Urban Monitoring at a Regional Scale Based on MERIS and ASAR data
Luis Gomez-Chova(1) and Diego Fernández-Prieto(2)
University of Valencia, GPDS,
Dr. Moliner 50, Ing. Electronica,
E-46100, Burjassot (Valencia),
(2) European Space Agency, ESA-ESRIN, Via Galileo Galilei, EO Science & Applications, 00044, Frascati (Rome), Italy
Monitoring urban areas at a regional scale, and even at a global scale, has become an increasingly important topic in the last decades. New Earth Observation (EO) platforms provide remotely-sensed imagery that allows the monitoring of urban expansion with the required spatial and temporal resolution. Currently, we can take advantage of the combination of sensors present in the ESA ENVISAT platform which offers simultaneous acquisition of MERIS (MEdium Resolution Imaging Spectrometer) and ASAR (Advanced Synthetic Aperture Radar) sensors.
The information retrieved by optical and SAR sensors differs to a great extent one from another (spectral, structural and temporal features), and pattern recognition techniques have demonstrated excellent capabilities for detecting the urban tissue accurately when combining multispectral and SAR data.

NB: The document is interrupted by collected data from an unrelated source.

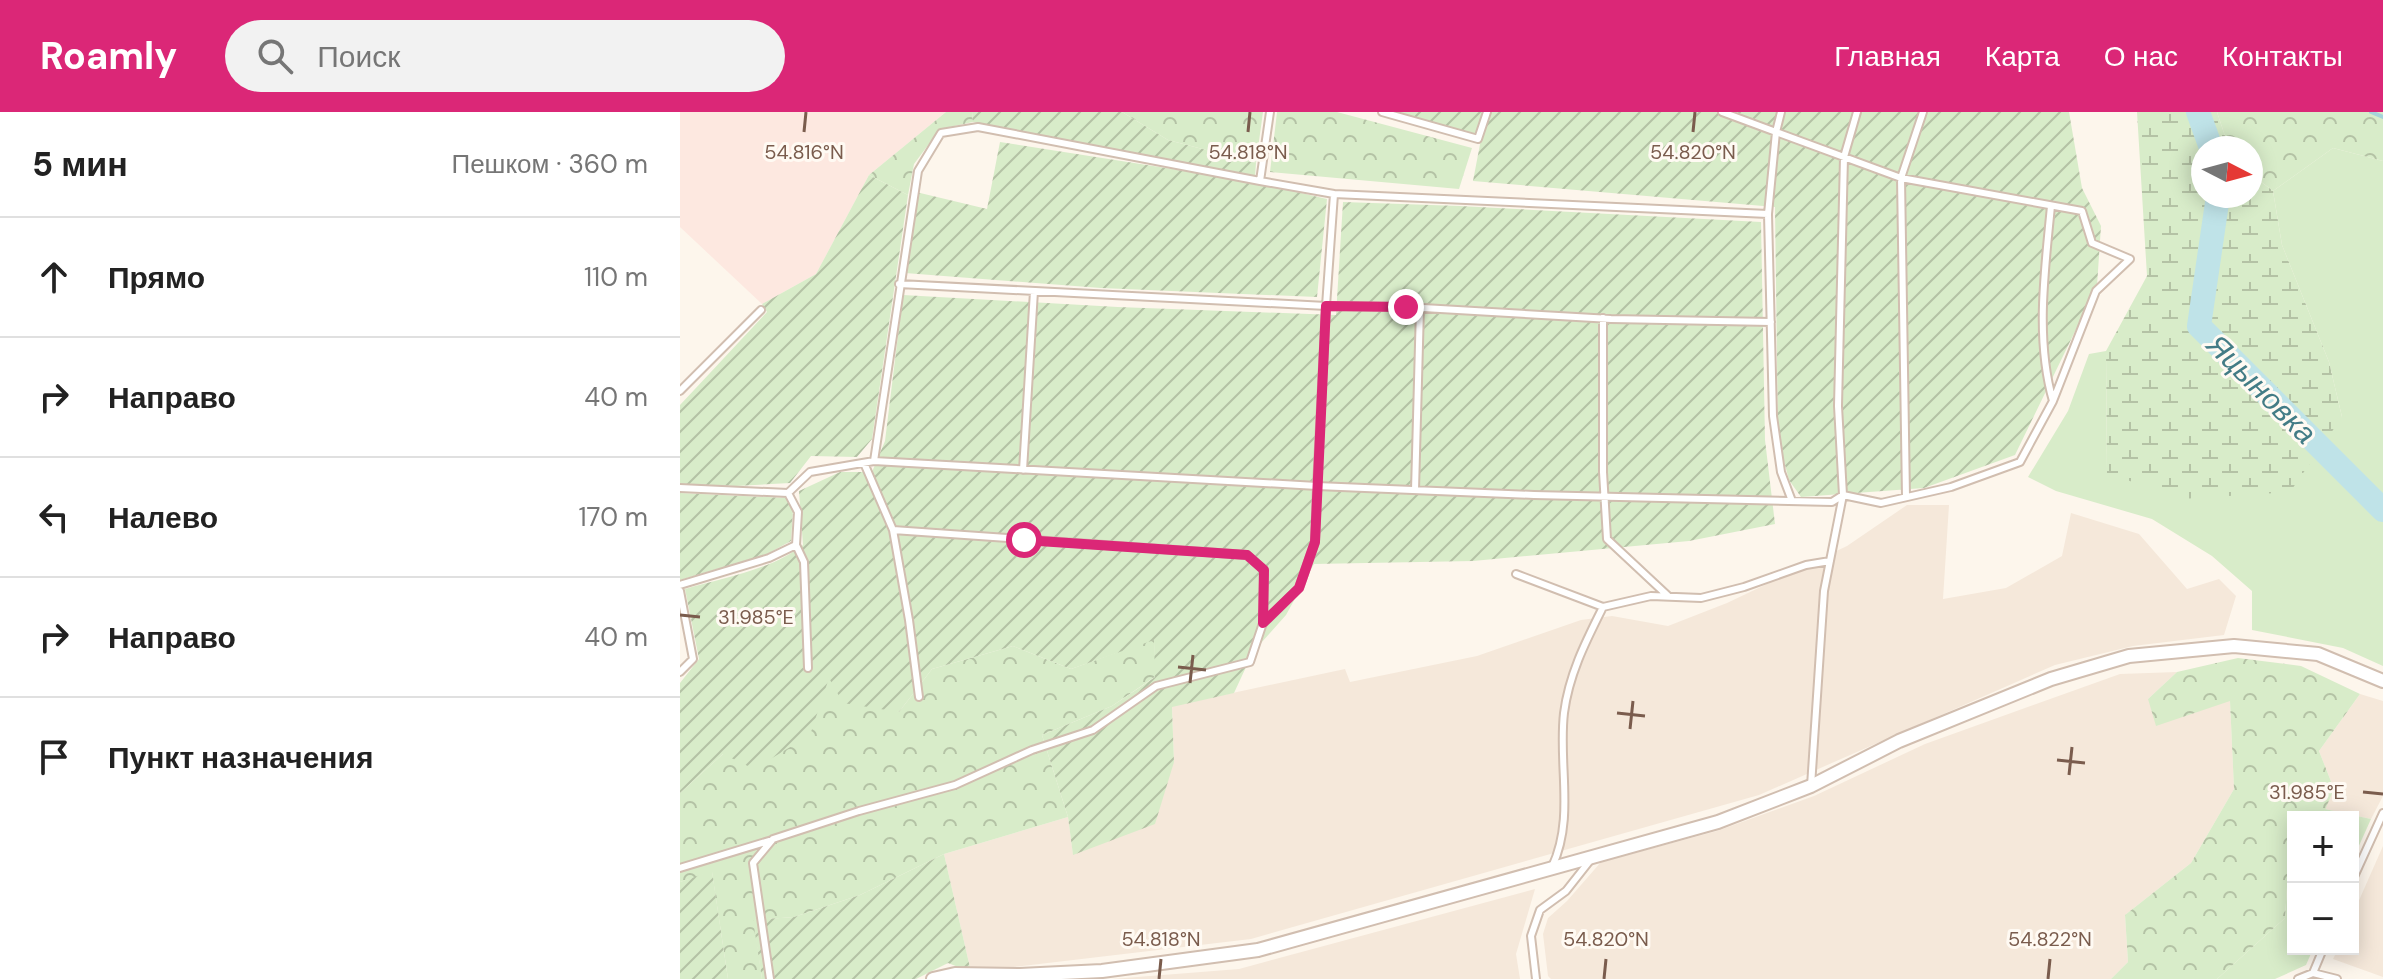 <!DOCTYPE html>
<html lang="ru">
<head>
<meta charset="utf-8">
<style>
  :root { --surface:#fff; --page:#f2f2f2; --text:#222; --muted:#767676; --line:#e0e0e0; --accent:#db2777 }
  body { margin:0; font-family:"DM Sans",sans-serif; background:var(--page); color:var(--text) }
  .controls { position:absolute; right:24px; bottom:24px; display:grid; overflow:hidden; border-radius:0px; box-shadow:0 4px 20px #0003 }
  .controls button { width:72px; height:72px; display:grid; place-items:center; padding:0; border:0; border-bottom:2px solid var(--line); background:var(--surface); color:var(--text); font:40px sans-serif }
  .compass { position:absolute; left:1511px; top:24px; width:72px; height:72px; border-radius:50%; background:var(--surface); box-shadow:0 4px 20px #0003; rotate:96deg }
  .stop { position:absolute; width:24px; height:24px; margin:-18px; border:6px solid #db2777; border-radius:50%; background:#fff }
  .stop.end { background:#db2777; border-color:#fff; box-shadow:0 2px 8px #0008 }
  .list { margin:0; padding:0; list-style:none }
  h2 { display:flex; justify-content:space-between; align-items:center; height:104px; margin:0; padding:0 32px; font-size:34px }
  h2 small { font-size:26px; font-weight:400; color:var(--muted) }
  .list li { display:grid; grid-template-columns:52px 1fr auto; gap:24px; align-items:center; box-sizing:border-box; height:120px; padding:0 32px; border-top:2px solid var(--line) }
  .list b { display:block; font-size:30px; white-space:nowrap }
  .list em { font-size:26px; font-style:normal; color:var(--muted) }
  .icon { flex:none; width:44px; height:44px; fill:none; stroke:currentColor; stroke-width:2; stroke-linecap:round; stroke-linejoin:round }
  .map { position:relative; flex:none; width:1703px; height:867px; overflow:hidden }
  header { display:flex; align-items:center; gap:48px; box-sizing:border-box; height:112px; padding:0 40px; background:var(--accent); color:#fff }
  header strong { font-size:38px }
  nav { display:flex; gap:44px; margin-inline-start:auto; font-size:28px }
  .search { width:560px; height:72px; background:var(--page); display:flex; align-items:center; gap:20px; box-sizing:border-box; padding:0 28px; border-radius:44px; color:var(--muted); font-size:30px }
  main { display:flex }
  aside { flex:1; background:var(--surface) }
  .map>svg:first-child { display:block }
</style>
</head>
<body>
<header>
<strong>Roamly</strong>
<div class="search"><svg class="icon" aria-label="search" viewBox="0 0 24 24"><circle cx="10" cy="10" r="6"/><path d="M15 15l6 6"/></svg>Поиск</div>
<nav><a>Главная</a><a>Карта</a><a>О нас</a><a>Контакты</a></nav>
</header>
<main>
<aside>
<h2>5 мин<small>Пешком · 360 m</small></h2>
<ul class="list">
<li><svg class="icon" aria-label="ahead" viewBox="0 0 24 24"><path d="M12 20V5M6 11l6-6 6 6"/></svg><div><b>Прямо</b></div><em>110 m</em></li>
<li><svg class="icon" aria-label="right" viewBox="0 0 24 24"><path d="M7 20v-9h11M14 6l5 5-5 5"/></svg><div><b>Направо</b></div><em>40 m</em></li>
<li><svg class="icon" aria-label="left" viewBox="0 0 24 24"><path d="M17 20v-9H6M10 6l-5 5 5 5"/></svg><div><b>Налево</b></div><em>170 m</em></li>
<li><svg class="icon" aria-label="right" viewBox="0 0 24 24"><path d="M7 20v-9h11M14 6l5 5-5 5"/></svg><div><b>Направо</b></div><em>40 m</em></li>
<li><svg class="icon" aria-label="arrive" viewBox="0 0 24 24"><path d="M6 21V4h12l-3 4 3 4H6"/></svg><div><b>Пункт назначения</b></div></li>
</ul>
</aside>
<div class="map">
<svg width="1703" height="867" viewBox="0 0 1703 867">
  <defs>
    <pattern id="forest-crowns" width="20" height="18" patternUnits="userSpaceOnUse" patternTransform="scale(2)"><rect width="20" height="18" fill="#d8ecc9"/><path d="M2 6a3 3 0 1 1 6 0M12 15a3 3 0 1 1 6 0" fill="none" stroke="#b4c2a5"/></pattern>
    <pattern id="wetland-marsh" width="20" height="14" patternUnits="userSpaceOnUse" patternTransform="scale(2)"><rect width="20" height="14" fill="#d8ecc9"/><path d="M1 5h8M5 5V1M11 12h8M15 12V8" fill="none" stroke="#b4c2a5"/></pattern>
    <pattern id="garden-furrows" width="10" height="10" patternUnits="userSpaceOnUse" patternTransform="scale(2)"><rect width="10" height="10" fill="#d8ecc9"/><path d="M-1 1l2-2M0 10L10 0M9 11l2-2" fill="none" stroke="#b4c2a5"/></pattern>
  </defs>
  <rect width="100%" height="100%" fill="#fdf6ec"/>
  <path fill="#f5e8da" d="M1227,393H1269L1263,487L1326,476L1382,444L1391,401L1459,422L1507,477L1539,467L1556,484L1544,523L1453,534L1375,553L1079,683L571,827L291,860L264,742L388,705L393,742L494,650L492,594L665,557L670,570L797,544L901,508L932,504L988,514L1047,491L1167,434Z
    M1497,560L1468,587L1550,589L1554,677L1511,751L1445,803L1448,850L1431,867H871L868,864L863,822L868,806L887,789L921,750L1037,719L1134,684L1245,632L1440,562Z
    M1680,582L1703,589V684L1691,707L1645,697L1654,677L1639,639Z
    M1703,734V865L1653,847L1658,837H1673V802Z
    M855,777L836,842L840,867H432L559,857Z"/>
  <path fill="#fde8e0" d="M0,0H266L189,63L136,162L82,192L0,115Z"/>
  <path fill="#d8ecc9" d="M1653,36L1703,49V554L1663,536L1572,518V479L1532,444L1472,407L1376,379L1348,365L1388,299L1409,242L1426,239L1427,361L1662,305L1649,250L1602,133L1593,79Z
    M1645,697L1691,707L1673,747V705H1642Z
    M1613,764V837H1633L1626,853L1595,867H1537L1605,806L1607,775Z"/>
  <path fill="url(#forest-crowns)" d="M266,0H292L293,10L260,17L234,52L228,83L189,63Z
    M442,0H583L576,51L488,28Z
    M597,0H657L792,36L779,77L590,60Z
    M1537,0H1703V49L1653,36L1593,79L1571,62V36H1549Z
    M474,527L476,564L432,594L362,623L388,705L264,742L180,783L114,805L74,808L82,867H48L32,760L0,770V681L43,642L150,565L219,600L252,557L333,534L391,557Z
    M1558,546L1621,554L1680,582L1639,639L1654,677L1642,705H1613V764L1607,775L1605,806L1537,867H1431L1448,850L1445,803L1511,751L1554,677L1550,589L1476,614L1468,587L1497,560Z"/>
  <path fill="url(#wetland-marsh)" d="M1457,0H1537L1549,36H1523V84H1571V62L1593,79L1602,133L1649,250L1662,305L1610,380L1501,387L1427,361L1426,239L1467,164Z"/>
  <path fill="url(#garden-furrows)" d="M292,0H442L488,28L576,51L575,65L293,10Z
    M712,0H1389L1402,76L1421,114L1417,174L1335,343L1244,376L1121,385L1109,368L1098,327L1095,95L793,69L801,27Z
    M320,30L569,69L647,87L637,185L421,176L225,161L236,80L307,97Z
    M189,63L228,83L192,327L177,345L131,344L110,371L56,374L0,372V293L87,200L82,192L136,162Z
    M663,90L780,94L1081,110L1085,328L1095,412L1009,429L793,449L634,452L606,503L573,540L554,581L492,595L494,650L475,712L393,743L388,705L362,623L432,594L475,565L474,528L391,557L333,534L252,557L219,600L163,591L149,566L130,623L74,657L43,642L0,681V571L19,547L5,477C43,466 91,458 123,433L119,379L160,360H192L205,329L223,183L438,195L656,203Z
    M0,381L108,386L113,399L111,429L87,442L0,468Z
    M264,742L291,860L268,851L236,867H82L73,808L114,805L180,783Z
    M32,759L48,867H0V770Z"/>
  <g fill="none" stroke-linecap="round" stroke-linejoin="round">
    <path stroke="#a5d3da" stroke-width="4" d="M1691,0L1703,5"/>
    <path stroke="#bfe3e8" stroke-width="24" d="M1518,0L1531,36
      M1538,84L1519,214L1703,398"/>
    <g stroke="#d1beb0" stroke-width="10">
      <path id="lane" d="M702,0L798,27L807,0
        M1101,0L1096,20L1221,66L1243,0
        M654,82L1088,102L1096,20L1042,0
        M1371,94C1365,157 1355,227 1373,289
        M1088,102L1093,304L1101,360L1112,389
        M219,172L646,194L654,82L580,69
        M923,206V360L927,427L988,484
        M1091,210L931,207L726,195L646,194L637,374L854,383L1152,390L1163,383L1158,294L1164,45L1177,0
        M0,279L81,198
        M184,351L213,418L567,443L584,458L583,511
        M343,358L354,179
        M0,376L108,381L130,360L194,349L238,59L261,21L298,15L580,69L590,0
        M735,378L740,196
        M213,418L229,508L239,585
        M116,433L124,450L128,556
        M836,462L923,495
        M0,473L89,446L116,433L118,400L108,381
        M0,479L13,547L0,560
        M1131,674L1144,479L1163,383L1201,391L1271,375L1340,350L1373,289L1416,179L1450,147L1412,131L1402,99L1221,66L1226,385
        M872,755C895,706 878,653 884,601C889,562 906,529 923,495L971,484L1021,486L1064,475L1126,453L1150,449
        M0,756L92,728
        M1673,767L1703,701
        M1633,861L1643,837
        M90,867L73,751L93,727L179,699L275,673L352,638L413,618L476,574L570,550L583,511L619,476L635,430L637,374L194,349
        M856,867L851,824L860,798L886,779L912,746
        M1618,867L1633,861L1657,867"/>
    </g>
    <g stroke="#d1beb0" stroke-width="16">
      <path id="street" d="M253,867L275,862L340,863L422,859L578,838L1038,710L1131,674L1219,629L1371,567L1449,544L1554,534L1638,542L1703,569"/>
    </g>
    <use href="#lane" stroke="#fff" stroke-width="6"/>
    <use href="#street" stroke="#fff" stroke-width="12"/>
  </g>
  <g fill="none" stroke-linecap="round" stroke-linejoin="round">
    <path stroke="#db2777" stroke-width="10" d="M344,428L567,443L584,458L583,511L619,476L635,430L646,194L726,195"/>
  </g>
  <path fill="none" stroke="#7a5c4d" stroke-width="3" d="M124,20L126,0M568,20L570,0M1013,20L1015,0M0,503L20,505M498,555L526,558M510,571L513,543M937,601L965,604M950,617L953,589M1377,648L1405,651M1389,663L1392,635M1683,680L1703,682M479,867L481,847M924,867L926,847M1368,867L1370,847"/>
  <g text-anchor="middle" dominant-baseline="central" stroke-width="6" stroke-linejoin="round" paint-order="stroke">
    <g font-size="30" font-style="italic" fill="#437c86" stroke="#fffaf3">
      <text transform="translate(1582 277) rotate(45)">Яцыновка</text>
    </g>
  </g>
  <g font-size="20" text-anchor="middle" fill="#7a5c4d" stroke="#fffaf3" stroke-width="6" stroke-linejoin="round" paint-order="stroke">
    <text x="124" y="47">54.816°N</text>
    <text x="568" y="47">54.818°N</text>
    <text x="1013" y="47">54.820°N</text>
    <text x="76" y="512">31.985°E</text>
    <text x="1627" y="687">31.985°E</text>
    <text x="481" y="834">54.818°N</text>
    <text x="926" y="834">54.820°N</text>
    <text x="1370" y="834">54.822°N</text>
  </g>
</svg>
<div class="controls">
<button>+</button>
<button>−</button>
</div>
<svg class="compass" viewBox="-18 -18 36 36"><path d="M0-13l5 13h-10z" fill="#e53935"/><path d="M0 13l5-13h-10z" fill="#767676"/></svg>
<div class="stop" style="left:344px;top:428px"></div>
<div class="stop end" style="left:726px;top:195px"></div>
</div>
</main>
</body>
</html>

The aim of this work is to demonstrate the capabilities of MERIS and ASAR data to map urban areas at a regional scale. Since MERIS FR works with a 300m pixel size, this application focuses on obtaining high accuracy at a regional scale, providing the basis for a low-cost highly automated pan-European service dedicated to identifying and monitoring urban areas, for instance, of EU25. Therefore, it is not interesting to obtain an exhaustive map with all the thematic classes present in an area, but to produce an automatic classification of ’Urban/Non-Urban’. This binary information is of great use for European policy bodies such EEA or DG-Regio in different aspects such as environmental monitoring, soil protection and regional cohesion policies and spatial planning.
For this purpose, a two-stage classification scheme based on an unsupervised approach is proposed, which allows us to introduce supervised information about the class of interest without an additional sample labelling. Results of this work were obtained under framework of the ESA Category-1 project (C1P-ID2489) titled “Development of an Specialized Classification System for Urban Monitoring at Regional Scale Based on ASAR and MERIS data”. Full details will be shown at the time of the conference.